Buchtipp: Von Schichtholz bis Flachs

Atlas des Möbeldesigns


Jeder, der sich mit Möbeldesign beschäftigt, sollte dieses Buch in bequemer Griffhöhe im Regal stehen haben. Denn egal, ob Designer, Planerin, Wissenschaftler, Sammlerin oder einfach nur Fan: Sie alle werden den ziegelsteindicken Atlas des Möbeldesigns regelmäßig zu Rate ziehen. Schon die Zahlen geben eine Ahnung vom Wissensschatz, der zwischen den weißen Buchdeckeln steckt: 1028 Seiten, 1740 dokumentierte Objekte, mehr als 2.800 Abbildungen. Mehrere Jahre hat das Team des Vitra Design Museum um die Herausgeber Mateo Kries und Jochen Eisenbrand daran gearbeitet, 70 Autoren haben Texte beigesteuert.

Doch der Aufwand hat sich gelohnt! Herausgekommen ist, wie die Bezeichnung „Atlas“ andeutet, eine umfassende Kartierung des Möbeldesigns. Und Atlas ist hier ganz wörtlich gemeint, denn neben zahlreichen Fotos, Objekttexten, Essays, Biografien und Glossaren bietet der Band eine Reihe liebevoll gestalteter Infografiken zum Thema, darunter sogar Landkarten.
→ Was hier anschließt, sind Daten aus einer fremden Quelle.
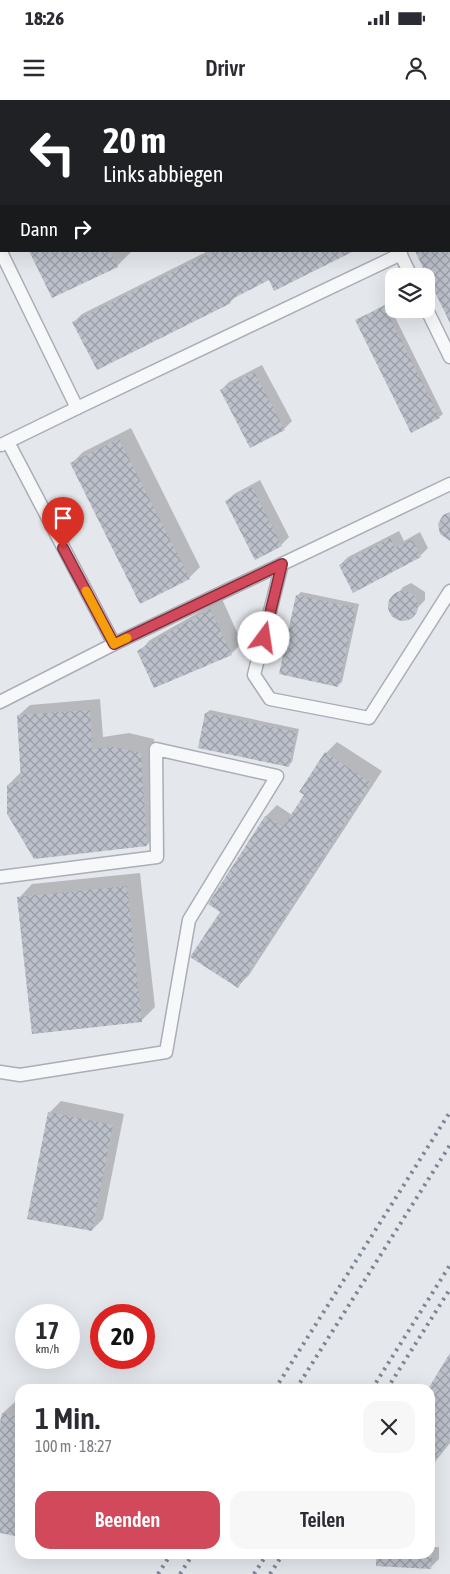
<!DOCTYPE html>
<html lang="de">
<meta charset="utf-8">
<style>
:root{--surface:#fff;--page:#f7f7f7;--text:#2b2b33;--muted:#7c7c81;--accent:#d1495b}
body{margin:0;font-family:"Asap Condensed",sans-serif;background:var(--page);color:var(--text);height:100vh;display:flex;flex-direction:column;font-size:19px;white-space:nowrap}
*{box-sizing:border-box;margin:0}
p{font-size:16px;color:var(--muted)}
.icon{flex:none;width:28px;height:28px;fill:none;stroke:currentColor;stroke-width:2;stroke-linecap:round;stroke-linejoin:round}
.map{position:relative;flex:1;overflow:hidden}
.side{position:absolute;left:15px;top:1284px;width:420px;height:175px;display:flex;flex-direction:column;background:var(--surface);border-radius:15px;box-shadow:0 5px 20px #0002}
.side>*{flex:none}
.top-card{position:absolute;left:0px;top:0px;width:450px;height:152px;box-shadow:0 5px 20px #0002;background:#202124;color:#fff;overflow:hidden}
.tools{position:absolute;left:385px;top:168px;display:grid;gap:10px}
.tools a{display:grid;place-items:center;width:50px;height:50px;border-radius:10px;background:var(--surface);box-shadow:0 5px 20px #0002;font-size:25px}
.speed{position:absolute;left:15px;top:1204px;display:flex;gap:10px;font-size:25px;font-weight:700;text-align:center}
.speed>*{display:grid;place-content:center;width:65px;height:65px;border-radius:50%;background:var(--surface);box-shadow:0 5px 20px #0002;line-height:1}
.speed small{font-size:12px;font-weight:400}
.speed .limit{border:8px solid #d22;background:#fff;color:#111}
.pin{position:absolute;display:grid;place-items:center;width:42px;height:42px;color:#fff;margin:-51px -21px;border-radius:50% 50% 50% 0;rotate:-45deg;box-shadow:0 0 5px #0007}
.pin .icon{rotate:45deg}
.me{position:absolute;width:55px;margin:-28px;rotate:14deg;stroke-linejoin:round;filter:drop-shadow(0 0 4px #0008)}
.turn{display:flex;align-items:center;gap:18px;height:105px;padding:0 20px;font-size:22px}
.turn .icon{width:65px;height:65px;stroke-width:2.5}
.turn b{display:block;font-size:35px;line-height:42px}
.then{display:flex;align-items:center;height:48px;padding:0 20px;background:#0003;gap:10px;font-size:19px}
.round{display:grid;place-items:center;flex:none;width:52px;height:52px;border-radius:15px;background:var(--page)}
.summary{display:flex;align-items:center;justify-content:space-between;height:85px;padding:0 20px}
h1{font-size:30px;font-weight:600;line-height:38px}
.primary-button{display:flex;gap:10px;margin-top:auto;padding:10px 20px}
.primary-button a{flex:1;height:58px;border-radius:15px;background:var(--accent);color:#fff;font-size:20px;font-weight:600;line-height:58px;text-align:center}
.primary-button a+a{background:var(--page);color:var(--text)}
.status{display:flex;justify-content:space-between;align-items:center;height:35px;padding:0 25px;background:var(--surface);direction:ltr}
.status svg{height:14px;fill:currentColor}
header{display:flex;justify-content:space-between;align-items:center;height:65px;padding:0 20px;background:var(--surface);font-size:22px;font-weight:600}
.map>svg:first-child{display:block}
</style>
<div class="status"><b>18:26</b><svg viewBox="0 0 49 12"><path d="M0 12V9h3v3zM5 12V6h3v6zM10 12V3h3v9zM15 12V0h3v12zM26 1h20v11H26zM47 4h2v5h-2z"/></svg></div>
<header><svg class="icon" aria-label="menu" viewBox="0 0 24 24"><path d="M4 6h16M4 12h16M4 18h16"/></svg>Drivr<svg class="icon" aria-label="person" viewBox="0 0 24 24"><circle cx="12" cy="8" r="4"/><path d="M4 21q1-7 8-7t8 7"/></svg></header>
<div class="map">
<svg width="450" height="1474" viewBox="0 0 450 1474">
<defs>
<pattern id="building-cross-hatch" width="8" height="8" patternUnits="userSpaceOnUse" patternTransform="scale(1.25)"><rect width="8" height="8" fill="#bbc0ca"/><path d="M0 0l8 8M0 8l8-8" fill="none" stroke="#989da6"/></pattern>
</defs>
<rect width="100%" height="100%" fill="#e4e7ec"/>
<g fill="#0003">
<path d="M78 0H128L125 1Z"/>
<path d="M279 0H288V1H277Z"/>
<path d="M341 0H450V220L449 1Z"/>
<path d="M30 151H130L131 152 117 166Z"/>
<path d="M208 151H352L269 179 239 194 230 202 74 222 82 214Z"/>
<path d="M388 203 443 314 439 317 357 220Z"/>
<path d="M262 265 292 321 284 329 221 290 229 282Z"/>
<path d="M131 328 200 467 189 478 72 363 83 352Z"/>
<path d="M260 380 289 437 281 445 226 402 234 394Z"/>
<path d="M399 431 404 441 420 432 428 448 420 456 340 465 348 457Z"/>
<path d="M411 483 425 492V500L408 518 399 519 392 513 390 504 403 487Z"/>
<path d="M301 492 359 504 342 582 338 585 297 496Z"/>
<path d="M222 499 242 543 231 554 139 552 150 540Z"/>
<path d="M100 599 103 637 129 633 154 639 161 731 147 745 8 685 21 672 18 616 30 605Z"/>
<path d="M210 610 299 629 292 662 288 666 206 613Z"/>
<path d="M337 642 382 671 249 875 238 886 221 811 210 804 266 716 277 705 292 715 306 695 326 653Z"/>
<path d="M140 773 155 907 141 921 19 798 32 784Z"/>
<path d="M61 1001 124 1014 103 1119 92 1130 49 1013Z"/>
<path d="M450 1255V1343L431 1367 430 1289Z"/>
<path d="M17 1300H20V1436L0 1431V1328L3 1313Z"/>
<path d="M430 1447H439V1459L431 1467 377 1465 378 1454H430Z"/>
</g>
<g fill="url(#building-cross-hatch)">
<path d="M29 151H110L118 167 52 198Z"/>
<path d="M214 151H354L274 191 269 180 230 200 231 203 97 270 72 222Z"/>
<path d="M415 151H450V223Z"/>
<path d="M384 206 440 318 411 333 355 220Z"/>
<path d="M254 272 285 330 250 348 220 290Z"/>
<path d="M119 339 190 479 140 504 70 363Z"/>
<path d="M252 387 282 446 255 460 225 401Z"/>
<path d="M450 412V441L440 434 438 424 443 415Z"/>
<path d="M390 438 395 448 412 439 421 457 353 493 339 465Z"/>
<circle cx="403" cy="506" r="15"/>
<path d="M296 495 356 508 338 587 279 574Z"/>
<path d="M210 509 232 555 154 588 137 551Z"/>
<path d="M90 610 92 649 114 647 141 653 147 746 34 759 7 714V685L21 681 17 615Z"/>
<path d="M205 613 296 632 289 667 198 648Z"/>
<path d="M325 652 371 683 238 888 190 857 220 812 208 804 265 716 283 727 304 695 299 692Z"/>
<path d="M127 786 142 922 32 934 17 797Z"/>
<path d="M48 1012 113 1025 92 1131 27 1119Z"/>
<path d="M450 1253V1338L431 1368 430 1289H428Z"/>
<path d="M2 1313 20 1317V1437L0 1433V1322Z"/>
<path d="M376 1454 432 1455 431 1469 376 1466Z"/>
</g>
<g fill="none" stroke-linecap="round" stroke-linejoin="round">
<g stroke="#a9aeb7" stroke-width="15">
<g id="lane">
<path d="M324 0V1"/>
<path d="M162 1 165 0"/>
<path d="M0 74 1 73"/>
<path d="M0 150 77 308 1 345"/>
<path d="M399 151 411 176"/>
<path d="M426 208 450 257"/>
<path d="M77 308 401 154"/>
<path d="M282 464 254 575 270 599 369 618 450 491"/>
<path d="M114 544 450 384"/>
<path d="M0 602 114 544 8 342"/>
<path d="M0 777 157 757 156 649 277 676 189 820 166 952 20 975 0 972"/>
</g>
</g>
<use href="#lane" stroke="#f7f8fa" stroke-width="12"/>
<g stroke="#7d8696" stroke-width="4" stroke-dasharray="2.5 5" stroke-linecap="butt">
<path d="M275 1289 450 1012"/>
<path d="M296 1289 450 1045"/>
<path d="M372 1289 450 1165"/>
<path d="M387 1289 450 1189"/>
<path d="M158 1474 171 1454"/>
<path d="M180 1474 193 1454"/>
<path d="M254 1474 267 1454"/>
<path d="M270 1474 283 1454"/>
</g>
</g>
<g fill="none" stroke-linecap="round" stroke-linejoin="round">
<g stroke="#882f3b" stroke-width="12">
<path id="route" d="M63 448 114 544 282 464 264 538"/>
</g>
<use href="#route" stroke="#d1495b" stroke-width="9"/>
<path stroke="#f59e0b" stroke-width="9" d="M86 491 114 544 127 538"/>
</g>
</svg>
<div class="tools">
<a><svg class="icon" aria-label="layers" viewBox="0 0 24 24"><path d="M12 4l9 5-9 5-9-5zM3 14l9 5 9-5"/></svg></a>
</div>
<div class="speed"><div>17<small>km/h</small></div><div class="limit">20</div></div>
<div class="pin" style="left:63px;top:448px;background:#d93025"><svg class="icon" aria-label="arrive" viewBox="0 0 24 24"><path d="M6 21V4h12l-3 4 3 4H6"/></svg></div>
<svg class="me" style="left:264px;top:538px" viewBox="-20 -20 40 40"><circle r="19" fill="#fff"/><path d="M0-13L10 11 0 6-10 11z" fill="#d1495b"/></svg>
<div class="top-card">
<div class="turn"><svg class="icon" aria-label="left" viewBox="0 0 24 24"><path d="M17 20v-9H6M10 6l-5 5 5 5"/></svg><div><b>20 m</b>Links abbiegen</div></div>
<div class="then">Dann<svg class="icon" aria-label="right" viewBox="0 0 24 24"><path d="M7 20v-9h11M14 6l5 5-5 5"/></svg></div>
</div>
<section class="side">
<div class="summary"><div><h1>1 Min.</h1><p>100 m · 18:27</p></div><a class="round"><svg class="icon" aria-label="close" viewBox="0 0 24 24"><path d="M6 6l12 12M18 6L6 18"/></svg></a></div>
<div class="primary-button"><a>Beenden</a><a>Teilen</a></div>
</section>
</div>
Das Wissen über Möbel wird auf vielfache Weise textlich und visuell vermittelt und mit Querverweisen innerhalb des Buches vernetzt. Es gibt so unterschiedliche Formate wie eine Entwicklungsgeschichte des Freischwingers entlang einer illustrierten Timeline oder Artikel über Fertigungstechniken wie 3D-Druck oder Holzbiegen.


Der Star des Atlas’ ist zweifellos der Stuhl. Das liegt nicht zuletzt daran, dass das Publikationsprojekt auf der über 7.000 Objekte zählenden Möbelsammlung des privaten Vitra Design Museum in Weil am Rhein basiert – und die besteht nun mal zu einem guten Teil aus Stühlen. Denn, so schreibt der Begründer der Sammlung und ehemalige Vitra-Chef Rolf Fehlbaum im Buch, Stühle seien wichtige Zeitzeugen: „Man kann also eine Zeit – ihre soziale Ordnung, ihre Materialien, ihre Techniken und ihren Geschmack – an ihren Stühlen ablesen und verstehen.“

Vom ersten schichtverleimten Stuhl aus der Zeit um 1800 bis zu aktuellen Experimenten mit Sitzschalen aus Flachs entfaltet sich im Buch ein chronologisch sortiertes Panorama, gegliedert in vier Epochen: frühe Moderne, klassische Moderne, Spätmoderne und Postmoderne bis heute. Nicht fehlen dürfen natürlich die üblichen Verdächtigen Thonet, Bauhaus oder Eames. Schließlich, so definiert Museumsdirektor Kries in seiner lesenswerten Einleitung, seien die Klassiker „einerseits zeitlos, andererseits gewinnt der Zeitgeist in ihnen Gestalt.“ Doch zwischen Freischwinger und Glasfasersitzschale lassen sich zahllose weniger populäre Möbelstücke entdecken. Manche davon sind vielleicht nur Fußnoten der Geschichte, doch in der Zusammenschau ist diese bunte Mischung sehr instruktiv. Erhellende Vergleiche ergeben sich wie von selbst.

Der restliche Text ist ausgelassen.